Surviving High School (and Reunions)
I’ve only ever gone to one of my high school reunions – the 25th. Now the 40th is nearly here.
I was terrified then. This time is not as bad. I don’t have the energy or the attention span to get all worked up about it. Will I go? Probably not. It’s like the Tower of Terror at DisneyWorld – I did it once and I’m glad I did, but I have no desire to do it again.
My difficulties with the reunion even made the local paper. I went to a high school friend, Mary, for advice. She was quite helpful. She also, with my permission, wrote about my panic in her newspaper column.
Here’s what I told her: “Over the last quarter century I’ve confronted and dealt with a number of pieces of my past and tried to make my peace with them. High school, however, is not one of those things. I’m afraid I’ll have flashbacks.”
Mary did note that “Janet had more reason than most to be apprehensive. While I had been actively ignored, she had been, at times, actively picked on – one of those kids too brainy, too head-in-the-clouds, to comprehend how to navigate the social firmament.”
Pretty close. Except that I wouldn’t have called it “actively picked on.” High school was merely another part of the continuum of bullying and harassment that I experienced from childhood on. In high school no one threw literal rocks at me, but by then they didn’t have to. I was conditioned to cringe.
The head-in-the-clouds part was also not entirely accurate. As I walked through the halls between classes, my head was down and my nose was in a book. I was trying to perfect my “invisible” act and practice that advice that the bullied always get – “just ignore them.”
And I wouldn’t call the social milieu in high school “the firmament.” Just sayin’.
I did go to the reunion, though.
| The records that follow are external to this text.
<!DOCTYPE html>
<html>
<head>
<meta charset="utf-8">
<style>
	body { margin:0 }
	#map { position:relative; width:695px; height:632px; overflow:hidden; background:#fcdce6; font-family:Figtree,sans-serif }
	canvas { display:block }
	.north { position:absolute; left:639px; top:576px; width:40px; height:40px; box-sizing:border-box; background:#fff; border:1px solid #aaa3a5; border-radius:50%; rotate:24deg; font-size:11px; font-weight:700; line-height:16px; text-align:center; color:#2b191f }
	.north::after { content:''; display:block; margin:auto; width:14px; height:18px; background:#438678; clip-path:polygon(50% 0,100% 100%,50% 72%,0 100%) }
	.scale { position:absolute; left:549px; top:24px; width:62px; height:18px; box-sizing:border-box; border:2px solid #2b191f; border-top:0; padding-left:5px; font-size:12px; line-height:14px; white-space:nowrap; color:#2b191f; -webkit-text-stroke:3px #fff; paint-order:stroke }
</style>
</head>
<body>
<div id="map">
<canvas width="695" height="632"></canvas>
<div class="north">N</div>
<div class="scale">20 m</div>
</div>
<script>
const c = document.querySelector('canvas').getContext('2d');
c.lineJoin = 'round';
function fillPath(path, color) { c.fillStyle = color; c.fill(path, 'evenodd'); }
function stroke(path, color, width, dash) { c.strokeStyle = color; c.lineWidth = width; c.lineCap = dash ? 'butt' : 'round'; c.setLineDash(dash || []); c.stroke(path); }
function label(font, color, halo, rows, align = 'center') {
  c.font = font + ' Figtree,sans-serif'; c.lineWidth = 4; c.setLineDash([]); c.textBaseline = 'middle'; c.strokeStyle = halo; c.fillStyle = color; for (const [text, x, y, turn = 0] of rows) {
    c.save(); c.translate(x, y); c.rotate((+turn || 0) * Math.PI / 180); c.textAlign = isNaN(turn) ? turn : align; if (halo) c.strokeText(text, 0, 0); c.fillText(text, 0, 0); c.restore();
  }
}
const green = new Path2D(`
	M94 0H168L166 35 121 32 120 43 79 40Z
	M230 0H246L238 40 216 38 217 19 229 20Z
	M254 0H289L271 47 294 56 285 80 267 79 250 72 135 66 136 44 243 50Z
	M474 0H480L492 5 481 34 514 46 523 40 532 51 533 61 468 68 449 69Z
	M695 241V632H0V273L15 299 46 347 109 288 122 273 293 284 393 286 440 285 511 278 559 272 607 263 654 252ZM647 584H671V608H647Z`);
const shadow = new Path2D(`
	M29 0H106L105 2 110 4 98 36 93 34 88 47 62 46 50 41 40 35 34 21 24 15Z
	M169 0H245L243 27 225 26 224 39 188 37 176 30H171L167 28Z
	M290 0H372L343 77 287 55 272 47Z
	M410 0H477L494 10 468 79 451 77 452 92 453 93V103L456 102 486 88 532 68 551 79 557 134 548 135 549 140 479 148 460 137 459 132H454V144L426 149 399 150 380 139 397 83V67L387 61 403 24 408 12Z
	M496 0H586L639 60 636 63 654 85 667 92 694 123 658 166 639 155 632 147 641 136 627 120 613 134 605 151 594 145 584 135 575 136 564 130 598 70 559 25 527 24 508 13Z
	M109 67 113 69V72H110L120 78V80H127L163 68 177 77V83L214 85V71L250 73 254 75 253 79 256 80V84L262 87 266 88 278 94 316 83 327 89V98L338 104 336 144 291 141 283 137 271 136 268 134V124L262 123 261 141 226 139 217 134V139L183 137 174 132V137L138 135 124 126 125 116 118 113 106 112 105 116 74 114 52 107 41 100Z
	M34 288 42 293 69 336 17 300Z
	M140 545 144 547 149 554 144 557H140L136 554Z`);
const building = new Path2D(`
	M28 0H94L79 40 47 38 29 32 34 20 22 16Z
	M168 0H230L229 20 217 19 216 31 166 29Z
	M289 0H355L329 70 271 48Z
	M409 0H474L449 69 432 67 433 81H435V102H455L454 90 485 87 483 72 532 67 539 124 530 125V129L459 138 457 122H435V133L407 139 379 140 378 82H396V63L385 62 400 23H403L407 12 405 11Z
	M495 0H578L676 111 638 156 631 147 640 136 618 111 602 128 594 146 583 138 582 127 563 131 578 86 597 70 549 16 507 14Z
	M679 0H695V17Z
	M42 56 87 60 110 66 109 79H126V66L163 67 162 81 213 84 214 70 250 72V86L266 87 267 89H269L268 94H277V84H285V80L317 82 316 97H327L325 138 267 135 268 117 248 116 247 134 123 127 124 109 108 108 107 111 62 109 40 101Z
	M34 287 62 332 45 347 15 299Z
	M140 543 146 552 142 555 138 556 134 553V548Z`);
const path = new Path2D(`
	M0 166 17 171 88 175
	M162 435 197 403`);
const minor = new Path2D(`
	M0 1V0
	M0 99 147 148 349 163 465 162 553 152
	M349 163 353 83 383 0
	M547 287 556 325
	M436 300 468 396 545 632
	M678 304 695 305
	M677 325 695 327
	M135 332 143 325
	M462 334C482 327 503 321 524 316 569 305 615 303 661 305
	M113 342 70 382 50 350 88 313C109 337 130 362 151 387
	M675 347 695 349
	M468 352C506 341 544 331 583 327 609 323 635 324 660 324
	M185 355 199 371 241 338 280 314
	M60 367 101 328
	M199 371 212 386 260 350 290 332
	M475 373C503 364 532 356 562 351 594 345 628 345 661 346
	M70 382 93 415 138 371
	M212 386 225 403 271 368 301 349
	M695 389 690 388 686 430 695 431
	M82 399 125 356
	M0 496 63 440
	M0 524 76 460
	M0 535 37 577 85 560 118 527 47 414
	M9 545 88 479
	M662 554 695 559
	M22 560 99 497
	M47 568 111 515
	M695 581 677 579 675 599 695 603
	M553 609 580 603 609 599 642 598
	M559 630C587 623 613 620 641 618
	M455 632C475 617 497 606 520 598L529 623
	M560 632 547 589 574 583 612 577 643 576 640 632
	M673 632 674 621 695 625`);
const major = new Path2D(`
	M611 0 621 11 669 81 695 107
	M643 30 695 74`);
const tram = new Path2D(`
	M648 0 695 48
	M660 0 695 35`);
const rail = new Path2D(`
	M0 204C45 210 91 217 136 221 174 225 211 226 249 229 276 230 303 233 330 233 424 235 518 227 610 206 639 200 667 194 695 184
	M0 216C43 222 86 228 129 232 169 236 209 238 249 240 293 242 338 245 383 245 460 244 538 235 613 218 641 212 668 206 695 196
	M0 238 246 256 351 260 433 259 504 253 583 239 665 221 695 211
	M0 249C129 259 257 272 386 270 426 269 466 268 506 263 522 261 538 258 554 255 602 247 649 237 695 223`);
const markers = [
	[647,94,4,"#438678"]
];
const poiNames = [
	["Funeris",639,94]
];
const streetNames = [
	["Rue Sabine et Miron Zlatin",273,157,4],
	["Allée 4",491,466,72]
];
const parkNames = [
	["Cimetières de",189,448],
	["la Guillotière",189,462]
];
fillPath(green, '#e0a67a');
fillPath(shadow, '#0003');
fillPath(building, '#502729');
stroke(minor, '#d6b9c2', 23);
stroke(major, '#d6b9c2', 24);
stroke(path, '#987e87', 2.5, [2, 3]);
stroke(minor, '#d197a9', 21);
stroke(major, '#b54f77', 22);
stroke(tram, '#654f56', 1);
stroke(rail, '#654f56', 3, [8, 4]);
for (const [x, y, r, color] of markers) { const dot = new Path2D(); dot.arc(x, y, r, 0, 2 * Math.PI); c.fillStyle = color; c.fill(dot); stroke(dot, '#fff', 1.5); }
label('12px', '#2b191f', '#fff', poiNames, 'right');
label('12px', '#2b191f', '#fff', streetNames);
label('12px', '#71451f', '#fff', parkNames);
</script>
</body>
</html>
I got my hair done for the event and told my stylist to make me look “successful and sane.” She replied, “Oh, no, here comes the wish list.” “At least I didn’t ask for young and thin,” I pointed out.
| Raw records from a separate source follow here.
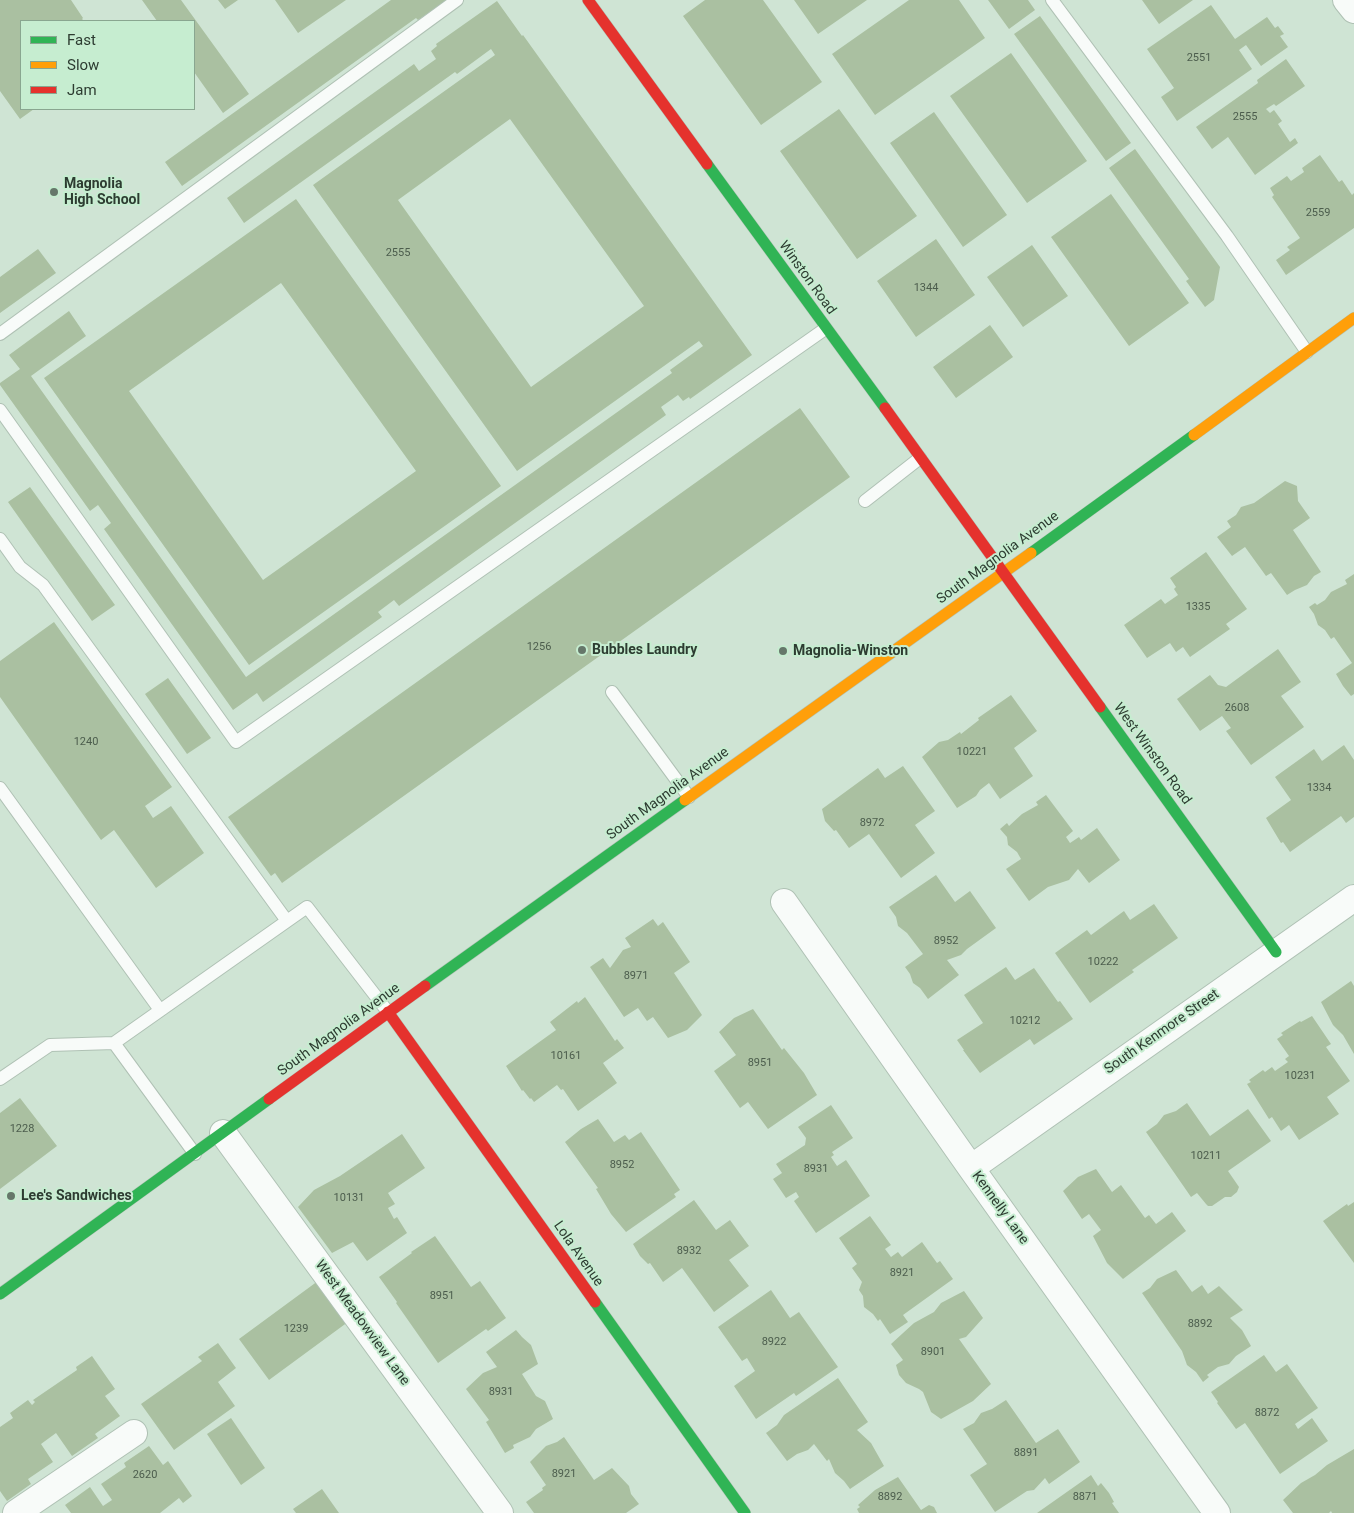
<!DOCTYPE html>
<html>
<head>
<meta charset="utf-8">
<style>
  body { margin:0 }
  #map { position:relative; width:1354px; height:1513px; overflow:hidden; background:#cfe4d4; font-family:Roboto,sans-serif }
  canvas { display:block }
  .legend { position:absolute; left:20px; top:20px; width:175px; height:90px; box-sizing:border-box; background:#c6edd0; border:1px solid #89a690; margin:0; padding:6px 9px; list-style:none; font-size:15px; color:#2d3c31 }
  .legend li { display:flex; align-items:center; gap:10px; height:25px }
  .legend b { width:25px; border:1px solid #89a690 }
</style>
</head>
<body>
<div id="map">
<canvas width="1354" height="1513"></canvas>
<ul class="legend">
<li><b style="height:6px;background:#30b455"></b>Fast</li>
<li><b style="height:6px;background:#ff9f0a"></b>Slow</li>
<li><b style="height:6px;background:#e5322d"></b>Jam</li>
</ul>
</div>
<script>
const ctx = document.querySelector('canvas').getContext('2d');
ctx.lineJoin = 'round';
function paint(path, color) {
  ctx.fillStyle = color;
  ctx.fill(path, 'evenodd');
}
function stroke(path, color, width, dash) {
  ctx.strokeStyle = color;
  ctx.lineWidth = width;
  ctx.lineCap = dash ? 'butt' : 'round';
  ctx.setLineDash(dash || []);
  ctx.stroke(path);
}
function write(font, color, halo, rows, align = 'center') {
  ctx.font = font + ' Roboto,sans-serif';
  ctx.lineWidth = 4;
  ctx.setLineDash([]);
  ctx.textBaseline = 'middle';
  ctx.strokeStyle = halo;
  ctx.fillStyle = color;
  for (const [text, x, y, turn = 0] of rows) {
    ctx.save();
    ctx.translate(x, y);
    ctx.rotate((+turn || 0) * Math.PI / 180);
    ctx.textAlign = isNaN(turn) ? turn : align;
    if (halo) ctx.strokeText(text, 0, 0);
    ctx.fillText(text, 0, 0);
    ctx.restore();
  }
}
paint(new Path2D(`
  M0,0H71L83,18L82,19L84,21H21V109H34L20,119L0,91Z
  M142,0H181L249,94L223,113L194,72V21H157Z
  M218,0H238L225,9Z
  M275,0H346L298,33Z
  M391,0H447L418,20L416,18L182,186L165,162Z
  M705,0H763L822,82L761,125L683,16Z
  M794,0H867L818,34Z
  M909,0H959L985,38L875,115L832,54Z
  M988,0H1028L1035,10L1009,29Z
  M1142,0H1193L1159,24Z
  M497,1L522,36L523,35L752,355L690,399L689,397L683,401L678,395L661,407L666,415L399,606L394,600L378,612L382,617L263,702L257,693L233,710L104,529L111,523L98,505L90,511L0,385V383L20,369L9,355L69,311L86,336L31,376L246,677L672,373L670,370L703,346L699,341L517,471L313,185L495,55L491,49L457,74L455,72L244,223L227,198L414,64L419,71L436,59L431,51L437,46L436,44ZM510,119L644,306L531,387L398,200Z
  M1211,5L1235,39L1267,17L1275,28L1278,26L1284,34L1280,36L1288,47L1261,66L1246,45L1239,50L1252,69L1177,121L1161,97L1174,88L1147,49Z
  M1040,16L1131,143L1106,161L1014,34Z
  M1011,53L1087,161L1027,203L950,96Z
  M1286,59L1305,86L1276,106L1274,104L1266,109L1270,113L1274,110L1282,121L1278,124L1290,142L1295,138L1298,143L1255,175L1228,137L1212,149L1196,127L1258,83L1257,80Z
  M839,109L917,216L857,259L780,151Z
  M934,112L1007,215L963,247L890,143Z
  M1135,149L1220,267L1214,300L1205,307L1186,281L1189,279L1109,168Z
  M1320,155L1339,182L1342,180L1352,195L1354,193V228L1286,275L1276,260L1290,250L1287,247L1300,238L1272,197L1274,195L1270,188L1287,176L1291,181L1304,172L1302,168Z
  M1111,194L1189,303L1129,346L1051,237Z
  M296,199L501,486L249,665L44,378ZM281,283L416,471L263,580L129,391Z
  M936,239L975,295L916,337L877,281Z
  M1032,245L1068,296L1023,327L987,277Z
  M38,249L56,273L0,313V277Z
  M990,325L1013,357L956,398L933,367Z
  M800,408L850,477L282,883L275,873L271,876L228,817Z
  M1285,481L1297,486L1298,501L1310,518L1293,530L1321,572L1314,576L1307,585L1295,590L1287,595L1271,573L1266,576L1245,547L1232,556L1217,537L1231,527L1227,521L1236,515L1241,507L1254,503Z
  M30,487L115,605L92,621L8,502Z
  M1206,552L1247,609L1226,624L1230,629L1190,657L1183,647L1176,652L1170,643L1147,658L1124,625L1161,599L1165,604L1178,595L1174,589L1176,587L1170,578Z
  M1354,574V694L1351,696L1343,686L1336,674L1352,663L1334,637L1331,639L1325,630L1318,625L1314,614L1309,607L1315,603L1317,605L1325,600L1331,592L1347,584L1345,580Z
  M54,622L172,787L145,806L153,818L171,806L204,853L156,888L114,830L101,840L0,697V661Z
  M1278,649L1301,682L1281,696L1304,727L1251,765L1226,731L1231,728L1222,716L1200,731L1177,699L1210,675L1218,685L1226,687Z
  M168,678L211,738L187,754L145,694Z
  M1011,695L1037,731L1014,748L1033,776L1000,799L989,783L980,790L976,796L957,808L922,757L939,742L948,740L960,732L961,734L979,720L978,718Z
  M1344,745L1354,760V817L1346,823L1341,816L1290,852L1283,842L1281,843L1266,818L1291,800L1275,777L1314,749L1322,761Z
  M903,766L935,811L915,825L935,853L901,878L869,834L849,848L836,830L834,831L825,821L822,809L878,768L885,778Z
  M1046,795L1073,831L1066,837L1070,843L1079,837L1081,840L1097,828L1120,860L1089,883L1078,869L1069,880L1048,887L1029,901L1006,869L1021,859L1017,852L1008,845L1007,837L1000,829L1007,823L1009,826L1022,814L1038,805L1036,802Z
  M936,875L955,902L970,891L996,928L967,949L961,955L947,960L959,975L928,999L920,988L913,983L910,974L905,967L923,954L907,933L898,926L896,917L889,907Z
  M1154,904L1178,938L1132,970L1134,972L1090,1003L1055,953L1087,930L1091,935L1124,911L1130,920Z
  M653,919L658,926L663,922L690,962L674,973L702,1015L687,1030L668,1038L653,1017L647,1021L638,1008L624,1017L590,967L603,958L610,968L623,950L631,947L625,938Z
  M1006,967L1015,980L1034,968L1058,1002L1060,1001L1073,1019L1034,1045L1030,1039L980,1073L963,1050H964L957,1040L983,1023L964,995Z
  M1351,981L1354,986V1054L1343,1035L1333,1025L1321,1002Z
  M585,997L615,1041L617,1039L624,1048L603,1063L617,1083L578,1111L563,1089L561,1090L557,1085L534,1102L531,1098L530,1099L523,1090L522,1091L506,1066L556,1030L550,1022L577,1001L578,1003Z
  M753,1009L782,1050L784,1048L804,1073L817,1095L768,1129L748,1102L740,1108L714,1071L736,1055L719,1032L734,1018Z
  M1312,1016L1331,1044L1326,1047L1350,1081L1327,1097L1339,1114L1299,1140L1289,1125L1281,1131L1272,1117L1269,1119L1247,1084L1251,1082L1249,1080L1263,1070L1265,1072L1272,1067L1275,1071L1288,1062L1285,1059L1289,1056L1277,1039L1283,1035L1281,1033L1300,1021L1301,1022Z
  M20,1098L57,1146L0,1189V1113Z
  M1187,1103L1210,1136L1248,1109L1271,1141L1228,1171L1239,1187L1237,1192L1231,1197H1225L1212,1206H1208L1206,1204L1197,1193L1191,1197L1146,1132L1157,1124L1164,1115L1176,1111Z
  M831,1105L853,1138L832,1152L834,1155L831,1157L837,1166L846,1160L870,1196L816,1233L794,1201L799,1197L796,1192L786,1198L773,1179L782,1173L776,1164L805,1145L806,1138L798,1127Z
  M598,1119L614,1142L625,1135L629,1140L641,1132L680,1190L674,1194L676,1197L626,1232L611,1214L596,1189L598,1188L565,1142L581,1129Z
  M402,1134L425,1168L388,1193L395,1204L388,1208L394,1219L397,1217L407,1233L367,1261L353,1242L332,1253L298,1207L314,1190L340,1176Z
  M1096,1169L1112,1192L1121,1185L1145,1218L1149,1215L1156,1224L1172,1212L1186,1231L1123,1279L1107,1263L1093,1236L1101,1230L1089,1214L1082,1219L1063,1191L1078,1177Z
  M694,1200L716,1230L730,1220L749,1246L729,1260L749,1286L714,1312L682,1268L663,1282L650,1263L648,1264L640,1256L633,1244Z
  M1354,1202V1263L1323,1221L1347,1204L1348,1206Z
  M870,1216L891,1245L885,1249L891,1257L898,1252L902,1257L922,1242L937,1263L940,1261L953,1279L903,1315L908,1322L890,1334L880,1319L878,1321L873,1314L864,1307L863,1296L859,1290L862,1282L852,1268L857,1264L839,1238Z
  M435,1236L471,1287L480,1281L506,1318L488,1331L486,1329L438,1363L396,1303L397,1302L379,1277L412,1253L411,1252Z
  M1176,1270L1192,1292L1202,1285L1208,1294L1219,1286L1243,1310L1230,1318L1242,1330L1251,1346L1236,1356L1229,1364L1218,1367L1207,1375L1209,1377L1203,1382L1196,1372L1187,1365L1182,1351L1142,1293L1150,1288L1157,1279Z
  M322,1278L352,1319L269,1380L239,1339Z
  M771,1290L790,1318L799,1312L838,1367L796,1396L794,1393L756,1419L734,1386L755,1371L747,1358L742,1361L718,1327Z
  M964,1291L983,1318L966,1337L959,1339L991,1384L973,1401L941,1419L931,1412L923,1392L919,1389L906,1383L899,1375L896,1365L903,1360L891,1344L914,1323L934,1312L941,1303Z
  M516,1330L522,1337L531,1345L538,1364L522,1374L536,1396L545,1401L553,1419L536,1429L530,1437L513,1445L514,1448L505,1453L486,1422L489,1420L466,1389L483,1373L497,1367L486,1352Z
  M218,1343L236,1368L218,1382L235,1406L174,1450L141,1404L202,1361L198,1357Z
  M1264,1355L1276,1372L1287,1364L1318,1408L1295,1424L1298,1429L1312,1418L1328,1441L1280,1474L1245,1423L1236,1429L1217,1403L1218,1402L1211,1392Z
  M92,1356L115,1389L105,1396L120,1416L95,1434L98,1438L72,1456L56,1433L41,1444L53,1462L28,1479L31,1484L7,1501L0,1491V1427L13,1418L10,1413L28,1400L32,1405L35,1402L33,1400L77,1370L76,1367Z
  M838,1378L868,1422L857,1430L871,1443L884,1466L850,1489L844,1481L835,1473L829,1459L827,1461L814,1444L808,1450L797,1454L787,1461L766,1433L777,1425L784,1415Z
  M1006,1400L1036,1443L1058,1429L1080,1462L1049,1484L1045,1478L1034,1490L1027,1491L995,1512L970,1475L987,1464L963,1429L974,1423L981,1413L992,1409Z
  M231,1418L265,1468L241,1485L207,1434Z
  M564,1437L594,1480L612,1468L629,1486L631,1494L639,1504L626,1513H534L526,1502L543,1490L542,1488L546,1485L530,1462L546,1446L557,1442Z
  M149,1446L163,1465L168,1461L192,1496L183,1503L179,1498L160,1513H71L65,1505L90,1487L103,1506L112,1500L101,1484L126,1467L124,1463Z
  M1354,1449V1513H1332L1331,1511L1329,1513H1293L1283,1500L1301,1483L1315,1475L1327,1465Z
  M1091,1475L1098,1486L1101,1483L1109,1493L1114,1502L1112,1503L1119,1513H1037Z
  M898,1477L921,1510L929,1505L934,1507L937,1513H859L857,1509L860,1507L858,1505L875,1490Z
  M322,1489L339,1513H296L293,1509Z`), '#aac0a1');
const lane = new Path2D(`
  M1052,0L1227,236L1307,352
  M0,334L457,0
  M0,410L236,742L825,329
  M865,501L920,458
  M0,539L20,567L43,585L287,921
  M612,692L689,797
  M0,788L160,1010
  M114,1043L195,1154
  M0,1079L50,1045L114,1043L307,907L388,1012`);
const street = new Path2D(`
  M1346,0L1354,10
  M784,902L971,1168L1217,1513
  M223,1133L500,1513
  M971,1168L1354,898
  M16,1513L134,1433`);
const fast = new Path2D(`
  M707,164L885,408
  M1031,553L1194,435
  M1100,707L1276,952
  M425,986L685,800
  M0,1294L269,1099
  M595,1302L745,1513`);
const slow = new Path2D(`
  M1194,435L1354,318
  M685,800L1031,553`);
const jam = new Path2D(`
  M588,0L707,164
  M885,408L1100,707
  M388,1012L595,1302
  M269,1099L425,986`);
stroke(lane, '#afc1b4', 14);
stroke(street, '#afc1b4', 28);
stroke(fast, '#afc1b4', 12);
stroke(slow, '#afc1b4', 12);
stroke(jam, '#afc1b4', 12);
stroke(lane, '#f8fbf9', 12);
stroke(street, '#f8fbf9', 26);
stroke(fast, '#30b455', 11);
stroke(slow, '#ff9f0a', 11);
stroke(jam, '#e5322d', 11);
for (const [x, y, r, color] of [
  [54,192,5,"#66776a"],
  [582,650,5,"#66776a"],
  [783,651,5,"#66776a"],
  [11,1196,5,"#66776a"]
]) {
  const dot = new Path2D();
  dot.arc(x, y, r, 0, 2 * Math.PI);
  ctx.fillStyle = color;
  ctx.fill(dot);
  stroke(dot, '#c6edd0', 2);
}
write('11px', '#4c5d4d', null, [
  ["2551",1199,58],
  ["2555",1245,117],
  ["2559",1318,213],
  ["2555",398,253],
  ["1344",926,288],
  ["1335",1198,607],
  ["1256",539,647],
  ["2608",1237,708],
  ["1240",86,742],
  ["10221",972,752],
  ["1334",1319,788],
  ["8972",872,823],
  ["8952",946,941],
  ["10222",1103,962],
  ["8971",636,976],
  ["10212",1025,1021],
  ["10161",566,1056],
  ["8951",760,1063],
  ["10231",1300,1076],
  ["1228",22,1129],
  ["10211",1206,1156],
  ["8952",622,1165],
  ["8931",816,1169],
  ["10131",349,1198],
  ["8932",689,1251],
  ["8921",902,1273],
  ["8951",442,1296],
  ["8892",1200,1324],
  ["1239",296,1329],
  ["8922",774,1342],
  ["8901",933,1352],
  ["8931",501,1392],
  ["8872",1267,1413],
  ["8891",1026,1453],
  ["8921",564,1474],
  ["2620",145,1475],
  ["8892",890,1497],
  ["8871",1085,1497]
]);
write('bold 14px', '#2d3c31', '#c6edd0', [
  ["Magnolia",64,184],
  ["High School",64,200],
  ["Bubbles Laundry",592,650],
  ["Magnolia-Winston",793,651],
  ["Lee's Sandwiches",21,1196]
], 'left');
write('14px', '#2d3c31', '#c6edd0', [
  ["Winston Road",807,278,54],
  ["South Magnolia Avenue",998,558,-36],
  ["West Winston Road",1152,754,54],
  ["South Magnolia Avenue",668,794,-36],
  ["South Magnolia Avenue",339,1030,-36],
  ["South Kenmore Street",1162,1032,-35],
  ["Kennelly Lane",1000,1208,54],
  ["Lola Avenue",578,1254,55],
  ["West Meadowview Lane",362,1323,54]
]);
</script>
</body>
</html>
I went, taking along my husband and telling him not to leave my side. I’m sure the husband came as a surprise to most people there, proof that I had at least managed to navigate that particular social firmament. And if my hairstyle did proclaim some degree of sanity, that was likely a surprise as well.
I survived. My big insight: “Not everyone hated me.” I should have known that already, since I had friends like Mary and a few others I’m still in touch with. But old fears die hard.
Mary was much more philosophical: “In adolescence our images are refracted through so many distorted lights – the way we see ourselves, the way everyone else sees us, the way we fancy everyone else sees us. What mattered was that we could all talk face to face, as adults, as equals, as friends.”
She may have been right, though “Not everyone hated me” was, in its way, a major alteration in my outlook and pretty much as far as I’d gotten by then in my continuing struggle to come to grips with my life.
Things have changed a lot since then and so have I. Now I realize I have nothing to prove, and no need to try.